*Exercise description*.
Top to bottom, give the entries again exactly as written.

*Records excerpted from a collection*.
::::::

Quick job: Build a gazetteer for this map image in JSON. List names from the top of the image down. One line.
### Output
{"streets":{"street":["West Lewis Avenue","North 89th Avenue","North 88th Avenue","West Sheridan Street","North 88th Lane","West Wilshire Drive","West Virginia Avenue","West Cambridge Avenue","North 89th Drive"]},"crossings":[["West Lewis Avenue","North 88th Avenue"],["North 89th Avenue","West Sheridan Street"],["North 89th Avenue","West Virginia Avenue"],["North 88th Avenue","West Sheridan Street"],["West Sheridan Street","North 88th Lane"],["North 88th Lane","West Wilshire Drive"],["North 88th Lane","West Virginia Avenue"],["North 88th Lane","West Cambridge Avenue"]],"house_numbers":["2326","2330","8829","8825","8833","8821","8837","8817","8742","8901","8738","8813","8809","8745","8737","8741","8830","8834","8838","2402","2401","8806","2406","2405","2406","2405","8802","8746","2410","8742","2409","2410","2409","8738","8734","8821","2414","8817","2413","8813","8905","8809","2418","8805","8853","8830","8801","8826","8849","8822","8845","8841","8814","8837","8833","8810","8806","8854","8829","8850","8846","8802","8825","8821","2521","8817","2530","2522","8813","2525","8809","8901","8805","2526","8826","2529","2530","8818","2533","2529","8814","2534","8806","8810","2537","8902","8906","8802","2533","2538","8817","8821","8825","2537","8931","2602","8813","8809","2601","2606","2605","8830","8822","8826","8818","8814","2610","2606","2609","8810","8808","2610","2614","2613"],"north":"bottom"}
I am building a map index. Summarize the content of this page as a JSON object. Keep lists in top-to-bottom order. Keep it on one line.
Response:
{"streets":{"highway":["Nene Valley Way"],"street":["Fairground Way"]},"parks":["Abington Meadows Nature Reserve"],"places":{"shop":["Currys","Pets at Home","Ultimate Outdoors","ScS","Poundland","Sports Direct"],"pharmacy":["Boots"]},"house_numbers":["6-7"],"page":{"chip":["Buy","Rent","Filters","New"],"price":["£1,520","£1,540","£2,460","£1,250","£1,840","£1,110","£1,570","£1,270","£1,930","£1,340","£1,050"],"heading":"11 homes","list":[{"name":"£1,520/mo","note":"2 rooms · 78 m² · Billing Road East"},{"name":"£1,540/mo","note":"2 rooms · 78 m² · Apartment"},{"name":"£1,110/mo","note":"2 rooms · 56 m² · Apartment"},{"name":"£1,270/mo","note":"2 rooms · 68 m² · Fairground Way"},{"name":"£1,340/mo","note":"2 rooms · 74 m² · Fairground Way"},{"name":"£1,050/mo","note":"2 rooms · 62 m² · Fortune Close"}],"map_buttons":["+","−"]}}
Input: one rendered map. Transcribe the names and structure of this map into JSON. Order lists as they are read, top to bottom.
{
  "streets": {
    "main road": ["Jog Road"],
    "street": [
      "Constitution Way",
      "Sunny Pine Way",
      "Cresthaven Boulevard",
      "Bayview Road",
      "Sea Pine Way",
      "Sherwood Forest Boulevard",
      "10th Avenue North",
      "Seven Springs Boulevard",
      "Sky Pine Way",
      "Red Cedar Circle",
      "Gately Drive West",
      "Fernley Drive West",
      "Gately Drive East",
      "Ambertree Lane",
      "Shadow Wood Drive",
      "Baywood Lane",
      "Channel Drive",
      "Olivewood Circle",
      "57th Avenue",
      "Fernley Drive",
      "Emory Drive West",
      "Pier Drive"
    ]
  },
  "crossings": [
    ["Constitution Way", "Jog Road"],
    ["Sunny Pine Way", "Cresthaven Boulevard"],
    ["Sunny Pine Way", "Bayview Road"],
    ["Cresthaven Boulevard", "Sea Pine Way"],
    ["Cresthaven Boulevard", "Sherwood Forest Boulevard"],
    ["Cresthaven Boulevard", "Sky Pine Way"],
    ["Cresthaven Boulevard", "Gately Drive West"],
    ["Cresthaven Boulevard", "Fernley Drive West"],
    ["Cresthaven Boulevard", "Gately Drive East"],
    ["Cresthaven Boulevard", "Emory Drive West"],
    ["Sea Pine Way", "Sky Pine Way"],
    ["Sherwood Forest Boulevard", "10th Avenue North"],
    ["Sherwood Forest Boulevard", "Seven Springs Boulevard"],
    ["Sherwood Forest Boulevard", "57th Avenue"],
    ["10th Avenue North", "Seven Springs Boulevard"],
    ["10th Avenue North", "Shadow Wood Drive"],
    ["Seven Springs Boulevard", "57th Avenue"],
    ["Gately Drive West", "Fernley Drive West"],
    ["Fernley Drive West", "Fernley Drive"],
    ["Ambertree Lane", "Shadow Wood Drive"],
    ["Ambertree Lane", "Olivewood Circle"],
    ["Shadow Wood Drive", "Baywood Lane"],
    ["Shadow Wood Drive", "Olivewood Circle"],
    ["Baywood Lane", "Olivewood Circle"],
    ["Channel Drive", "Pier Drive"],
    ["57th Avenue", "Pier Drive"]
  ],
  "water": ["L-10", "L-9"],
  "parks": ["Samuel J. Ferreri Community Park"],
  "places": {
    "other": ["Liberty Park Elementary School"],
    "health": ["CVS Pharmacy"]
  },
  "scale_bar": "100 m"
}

::::::

*Answer box*.
Quick job: Build a gazetteer for this map image in JSON. List names from the top of the image down. One line.
### Output
{"streets":{"street":["West Lewis Avenue","North 89th Avenue","North 88th Avenue","West Sheridan Street","North 88th Lane","West Wilshire Drive","West Virginia Avenue","West Cambridge Avenue","North 89th Drive"]},"crossings":[["West Lewis Avenue","North 88th Avenue"],["North 89th Avenue","West Sheridan Street"],["North 89th Avenue","West Virginia Avenue"],["North 88th Avenue","West Sheridan Street"],["West Sheridan Street","North 88th Lane"],["North 88th Lane","West Wilshire Drive"],["North 88th Lane","West Virginia Avenue"],["North 88th Lane","West Cambridge Avenue"]],"house_numbers":["2326","2330","8829","8825","8833","8821","8837","8817","8742","8901","8738","8813","8809","8745","8737","8741","8830","8834","8838","2402","2401","8806","2406","2405","2406","2405","8802","8746","2410","8742","2409","2410","2409","8738","8734","8821","2414","8817","2413","8813","8905","8809","2418","8805","8853","8830","8801","8826","8849","8822","8845","8841","8814","8837","8833","8810","8806","8854","8829","8850","8846","8802","8825","8821","2521","8817","2530","2522","8813","2525","8809","8901","8805","2526","8826","2529","2530","8818","2533","2529","8814","2534","8806","8810","2537","8902","8906","8802","2533","2538","8817","8821","8825","2537","8931","2602","8813","8809","2601","2606","2605","8830","8822","8826","8818","8814","2610","2606","2609","8810","8808","2610","2614","2613"],"north":"bottom"}
I am building a map index. Summarize the content of this page as a JSON object. Keep lists in top-to-bottom order. Keep it on one line.
Response:
{"streets":{"highway":["Nene Valley Way"],"street":["Fairground Way"]},"parks":["Abington Meadows Nature Reserve"],"places":{"shop":["Currys","Pets at Home","Ultimate Outdoors","ScS","Poundland","Sports Direct"],"pharmacy":["Boots"]},"house_numbers":["6-7"],"page":{"chip":["Buy","Rent","Filters","New"],"price":["£1,520","£1,540","£2,460","£1,250","£1,840","£1,110","£1,570","£1,270","£1,930","£1,340","£1,050"],"heading":"11 homes","list":[{"name":"£1,520/mo","note":"2 rooms · 78 m² · Billing Road East"},{"name":"£1,540/mo","note":"2 rooms · 78 m² · Apartment"},{"name":"£1,110/mo","note":"2 rooms · 56 m² · Apartment"},{"name":"£1,270/mo","note":"2 rooms · 68 m² · Fairground Way"},{"name":"£1,340/mo","note":"2 rooms · 74 m² · Fairground Way"},{"name":"£1,050/mo","note":"2 rooms · 62 m² · Fortune Close"}],"map_buttons":["+","−"]}}
Input: one rendered map. Transcribe the names and structure of this map into JSON. Order lists as they are read, top to bottom.
{
  "streets": {
    "main road": ["Jog Road"],
    "street": [
      "Constitution Way",
      "Sunny Pine Way",
      "Cresthaven Boulevard",
      "Bayview Road",
      "Sea Pine Way",
      "Sherwood Forest Boulevard",
      "10th Avenue North",
      "Seven Springs Boulevard",
      "Sky Pine Way",
      "Red Cedar Circle",
      "Gately Drive West",
      "Fernley Drive West",
      "Gately Drive East",
      "Ambertree Lane",
      "Shadow Wood Drive",
      "Baywood Lane",
      "Channel Drive",
      "Olivewood Circle",
      "57th Avenue",
      "Fernley Drive",
      "Emory Drive West",
      "Pier Drive"
    ]
  },
  "crossings": [
    ["Constitution Way", "Jog Road"],
    ["Sunny Pine Way", "Cresthaven Boulevard"],
    ["Sunny Pine Way", "Bayview Road"],
    ["Cresthaven Boulevard", "Sea Pine Way"],
    ["Cresthaven Boulevard", "Sherwood Forest Boulevard"],
    ["Cresthaven Boulevard", "Sky Pine Way"],
    ["Cresthaven Boulevard", "Gately Drive West"],
    ["Cresthaven Boulevard", "Fernley Drive West"],
    ["Cresthaven Boulevard", "Gately Drive East"],
    ["Cresthaven Boulevard", "Emory Drive West"],
    ["Sea Pine Way", "Sky Pine Way"],
    ["Sherwood Forest Boulevard", "10th Avenue North"],
    ["Sherwood Forest Boulevard", "Seven Springs Boulevard"],
    ["Sherwood Forest Boulevard", "57th Avenue"],
    ["10th Avenue North", "Seven Springs Boulevard"],
    ["10th Avenue North", "Shadow Wood Drive"],
    ["Seven Springs Boulevard", "57th Avenue"],
    ["Gately Drive West", "Fernley Drive West"],
    ["Fernley Drive West", "Fernley Drive"],
    ["Ambertree Lane", "Shadow Wood Drive"],
    ["Ambertree Lane", "Olivewood Circle"],
    ["Shadow Wood Drive", "Baywood Lane"],
    ["Shadow Wood Drive", "Olivewood Circle"],
    ["Baywood Lane", "Olivewood Circle"],
    ["Channel Drive", "Pier Drive"],
    ["57th Avenue", "Pier Drive"]
  ],
  "water": ["L-10", "L-9"],
  "parks": ["Samuel J. Ferreri Community Park"],
  "places": {
    "other": ["Liberty Park Elementary School"],
    "health": ["CVS Pharmacy"]
  },
  "scale_bar": "100 m"
}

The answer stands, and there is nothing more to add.